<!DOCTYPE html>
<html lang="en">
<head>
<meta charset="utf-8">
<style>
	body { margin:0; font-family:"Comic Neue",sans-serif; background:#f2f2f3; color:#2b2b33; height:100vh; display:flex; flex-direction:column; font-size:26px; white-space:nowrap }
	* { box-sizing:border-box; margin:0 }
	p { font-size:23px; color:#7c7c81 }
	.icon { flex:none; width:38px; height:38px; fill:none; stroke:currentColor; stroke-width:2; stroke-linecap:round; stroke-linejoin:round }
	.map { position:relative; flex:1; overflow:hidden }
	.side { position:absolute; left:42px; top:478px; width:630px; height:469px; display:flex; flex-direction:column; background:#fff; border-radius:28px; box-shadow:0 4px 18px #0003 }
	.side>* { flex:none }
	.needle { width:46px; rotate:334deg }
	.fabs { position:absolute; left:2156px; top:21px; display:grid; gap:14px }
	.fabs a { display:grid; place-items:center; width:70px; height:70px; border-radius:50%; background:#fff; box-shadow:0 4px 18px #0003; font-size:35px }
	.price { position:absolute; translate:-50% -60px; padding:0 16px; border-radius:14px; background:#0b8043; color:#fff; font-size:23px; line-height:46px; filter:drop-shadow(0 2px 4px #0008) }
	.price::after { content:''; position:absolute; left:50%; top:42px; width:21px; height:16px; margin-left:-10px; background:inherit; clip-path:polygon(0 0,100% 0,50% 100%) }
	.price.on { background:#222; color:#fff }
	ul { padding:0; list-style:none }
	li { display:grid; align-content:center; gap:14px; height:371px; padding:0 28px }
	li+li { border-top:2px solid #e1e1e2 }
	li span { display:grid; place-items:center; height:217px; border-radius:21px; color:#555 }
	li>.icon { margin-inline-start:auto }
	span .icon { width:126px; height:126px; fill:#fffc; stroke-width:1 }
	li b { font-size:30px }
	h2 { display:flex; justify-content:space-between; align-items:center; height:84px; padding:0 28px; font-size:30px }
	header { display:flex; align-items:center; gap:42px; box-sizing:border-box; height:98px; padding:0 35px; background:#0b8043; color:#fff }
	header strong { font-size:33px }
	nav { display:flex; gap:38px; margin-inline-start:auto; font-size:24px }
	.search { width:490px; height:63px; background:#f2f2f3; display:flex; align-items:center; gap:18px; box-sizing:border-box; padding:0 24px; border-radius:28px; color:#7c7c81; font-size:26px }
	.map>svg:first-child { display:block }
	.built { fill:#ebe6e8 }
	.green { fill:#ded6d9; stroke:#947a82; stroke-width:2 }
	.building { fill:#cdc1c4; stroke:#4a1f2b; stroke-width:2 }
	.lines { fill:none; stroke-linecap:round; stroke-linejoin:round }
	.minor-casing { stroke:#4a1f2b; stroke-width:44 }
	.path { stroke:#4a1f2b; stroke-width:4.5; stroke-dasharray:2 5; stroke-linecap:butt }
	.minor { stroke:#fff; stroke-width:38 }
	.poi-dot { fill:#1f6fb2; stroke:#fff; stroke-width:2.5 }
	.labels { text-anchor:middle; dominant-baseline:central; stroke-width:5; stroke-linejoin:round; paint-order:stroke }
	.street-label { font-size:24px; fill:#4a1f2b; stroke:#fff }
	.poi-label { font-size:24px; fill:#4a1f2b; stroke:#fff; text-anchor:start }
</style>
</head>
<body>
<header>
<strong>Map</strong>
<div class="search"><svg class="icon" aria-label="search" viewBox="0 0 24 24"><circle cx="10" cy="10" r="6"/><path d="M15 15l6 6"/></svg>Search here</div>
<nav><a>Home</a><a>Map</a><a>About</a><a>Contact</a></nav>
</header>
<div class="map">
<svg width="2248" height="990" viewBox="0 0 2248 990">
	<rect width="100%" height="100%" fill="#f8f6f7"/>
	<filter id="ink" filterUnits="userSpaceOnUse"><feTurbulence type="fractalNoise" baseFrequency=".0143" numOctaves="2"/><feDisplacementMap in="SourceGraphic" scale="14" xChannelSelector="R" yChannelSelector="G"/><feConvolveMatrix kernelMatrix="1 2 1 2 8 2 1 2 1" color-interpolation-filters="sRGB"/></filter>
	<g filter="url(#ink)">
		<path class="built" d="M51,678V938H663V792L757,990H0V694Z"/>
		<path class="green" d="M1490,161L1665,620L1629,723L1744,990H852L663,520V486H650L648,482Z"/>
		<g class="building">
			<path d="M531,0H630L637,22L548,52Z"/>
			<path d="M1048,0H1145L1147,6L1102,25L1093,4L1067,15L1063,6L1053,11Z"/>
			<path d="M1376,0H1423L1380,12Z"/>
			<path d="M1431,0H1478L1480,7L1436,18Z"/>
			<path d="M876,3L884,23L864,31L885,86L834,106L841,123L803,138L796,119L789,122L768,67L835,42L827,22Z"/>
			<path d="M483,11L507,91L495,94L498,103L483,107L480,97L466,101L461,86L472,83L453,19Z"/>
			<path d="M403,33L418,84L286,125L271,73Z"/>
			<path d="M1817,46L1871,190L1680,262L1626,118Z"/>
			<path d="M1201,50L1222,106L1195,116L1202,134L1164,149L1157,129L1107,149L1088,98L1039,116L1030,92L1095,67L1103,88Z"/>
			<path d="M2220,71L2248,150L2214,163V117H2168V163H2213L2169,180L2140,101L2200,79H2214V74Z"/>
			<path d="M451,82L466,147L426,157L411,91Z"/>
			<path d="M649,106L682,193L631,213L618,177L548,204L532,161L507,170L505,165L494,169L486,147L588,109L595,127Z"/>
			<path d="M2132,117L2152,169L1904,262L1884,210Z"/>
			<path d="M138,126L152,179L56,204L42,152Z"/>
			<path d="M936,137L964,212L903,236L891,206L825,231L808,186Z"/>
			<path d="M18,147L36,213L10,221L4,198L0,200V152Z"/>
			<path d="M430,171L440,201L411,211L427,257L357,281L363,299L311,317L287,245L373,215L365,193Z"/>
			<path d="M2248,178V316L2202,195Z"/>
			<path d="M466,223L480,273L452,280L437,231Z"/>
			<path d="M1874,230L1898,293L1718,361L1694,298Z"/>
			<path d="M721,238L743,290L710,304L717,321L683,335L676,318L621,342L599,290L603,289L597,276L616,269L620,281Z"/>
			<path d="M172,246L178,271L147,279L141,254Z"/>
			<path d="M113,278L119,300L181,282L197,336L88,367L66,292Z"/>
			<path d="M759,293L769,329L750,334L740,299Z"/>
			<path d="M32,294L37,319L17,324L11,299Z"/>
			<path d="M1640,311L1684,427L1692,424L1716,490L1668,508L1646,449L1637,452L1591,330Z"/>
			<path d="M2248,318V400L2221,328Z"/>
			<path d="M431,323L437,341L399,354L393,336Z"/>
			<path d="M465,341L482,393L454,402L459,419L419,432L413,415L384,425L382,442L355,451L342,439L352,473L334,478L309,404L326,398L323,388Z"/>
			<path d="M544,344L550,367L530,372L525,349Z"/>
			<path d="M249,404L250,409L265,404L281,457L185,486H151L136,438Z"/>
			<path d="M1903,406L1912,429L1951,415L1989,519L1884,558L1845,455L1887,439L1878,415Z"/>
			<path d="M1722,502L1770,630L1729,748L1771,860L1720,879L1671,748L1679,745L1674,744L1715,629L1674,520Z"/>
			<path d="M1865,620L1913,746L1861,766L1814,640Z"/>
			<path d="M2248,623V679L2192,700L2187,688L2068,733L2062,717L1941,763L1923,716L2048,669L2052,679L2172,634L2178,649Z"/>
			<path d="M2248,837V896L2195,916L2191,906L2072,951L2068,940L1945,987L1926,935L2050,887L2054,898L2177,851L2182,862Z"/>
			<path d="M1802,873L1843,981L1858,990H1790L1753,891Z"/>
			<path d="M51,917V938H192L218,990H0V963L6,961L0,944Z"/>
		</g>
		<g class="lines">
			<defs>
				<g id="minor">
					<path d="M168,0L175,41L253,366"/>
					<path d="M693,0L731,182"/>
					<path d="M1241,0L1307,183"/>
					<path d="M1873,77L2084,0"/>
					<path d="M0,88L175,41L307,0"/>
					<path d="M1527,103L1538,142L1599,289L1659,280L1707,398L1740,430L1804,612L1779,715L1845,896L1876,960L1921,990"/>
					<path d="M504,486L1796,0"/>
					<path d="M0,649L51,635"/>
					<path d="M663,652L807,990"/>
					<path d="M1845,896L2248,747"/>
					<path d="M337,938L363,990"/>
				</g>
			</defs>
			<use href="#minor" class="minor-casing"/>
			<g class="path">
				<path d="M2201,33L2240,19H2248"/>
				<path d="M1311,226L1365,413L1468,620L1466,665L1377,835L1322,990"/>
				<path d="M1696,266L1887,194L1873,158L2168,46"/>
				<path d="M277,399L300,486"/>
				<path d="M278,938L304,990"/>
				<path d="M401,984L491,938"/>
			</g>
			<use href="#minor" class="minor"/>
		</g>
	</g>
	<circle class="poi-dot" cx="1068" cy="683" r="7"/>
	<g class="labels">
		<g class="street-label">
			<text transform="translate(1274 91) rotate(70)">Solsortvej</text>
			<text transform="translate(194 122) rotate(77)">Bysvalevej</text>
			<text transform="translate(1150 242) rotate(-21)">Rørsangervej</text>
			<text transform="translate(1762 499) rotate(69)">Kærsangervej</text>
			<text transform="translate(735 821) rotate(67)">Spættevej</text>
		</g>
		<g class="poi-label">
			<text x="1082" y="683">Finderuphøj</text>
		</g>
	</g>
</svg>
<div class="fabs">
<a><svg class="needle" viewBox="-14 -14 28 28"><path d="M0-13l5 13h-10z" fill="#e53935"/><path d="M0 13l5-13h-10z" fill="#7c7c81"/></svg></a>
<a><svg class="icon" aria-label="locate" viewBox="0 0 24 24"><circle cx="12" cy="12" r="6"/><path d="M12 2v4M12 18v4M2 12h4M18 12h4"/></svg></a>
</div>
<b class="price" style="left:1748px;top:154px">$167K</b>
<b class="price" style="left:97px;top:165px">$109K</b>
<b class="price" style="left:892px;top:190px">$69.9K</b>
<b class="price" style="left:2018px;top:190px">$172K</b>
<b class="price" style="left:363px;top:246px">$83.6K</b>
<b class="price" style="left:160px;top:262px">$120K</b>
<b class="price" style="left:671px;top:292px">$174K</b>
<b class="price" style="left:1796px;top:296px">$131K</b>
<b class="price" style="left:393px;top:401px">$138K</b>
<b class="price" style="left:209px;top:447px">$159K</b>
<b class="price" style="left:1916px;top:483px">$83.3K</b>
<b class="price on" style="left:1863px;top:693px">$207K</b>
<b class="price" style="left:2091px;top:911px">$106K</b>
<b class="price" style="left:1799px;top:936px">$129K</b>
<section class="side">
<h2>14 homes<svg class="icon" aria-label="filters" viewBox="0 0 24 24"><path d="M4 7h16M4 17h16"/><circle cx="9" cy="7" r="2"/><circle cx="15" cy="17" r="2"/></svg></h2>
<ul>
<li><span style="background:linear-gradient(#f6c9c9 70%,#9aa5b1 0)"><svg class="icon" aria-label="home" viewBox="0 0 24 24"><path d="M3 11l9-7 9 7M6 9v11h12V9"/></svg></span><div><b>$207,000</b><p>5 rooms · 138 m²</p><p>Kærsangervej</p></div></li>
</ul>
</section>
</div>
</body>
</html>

☆ ☆ ☆ ☆ ☆

### ASSIGNED TASK
What lines in the listing contain "circle"? Copy them all.

### ANSWER BOX
<div class="search"><svg class="icon" aria-label="search" viewBox="0 0 24 24"><circle cx="10" cy="10" r="6"/><path d="M15 15l6 6"/></svg>Search here</div>
	<circle class="poi-dot" cx="1068" cy="683" r="7"/>
<a><svg class="icon" aria-label="locate" viewBox="0 0 24 24"><circle cx="12" cy="12" r="6"/><path d="M12 2v4M12 18v4M2 12h4M18 12h4"/></svg></a>
<h2>14 homes<svg class="icon" aria-label="filters" viewBox="0 0 24 24"><path d="M4 7h16M4 17h16"/><circle cx="9" cy="7" r="2"/><circle cx="15" cy="17" r="2"/></svg></h2>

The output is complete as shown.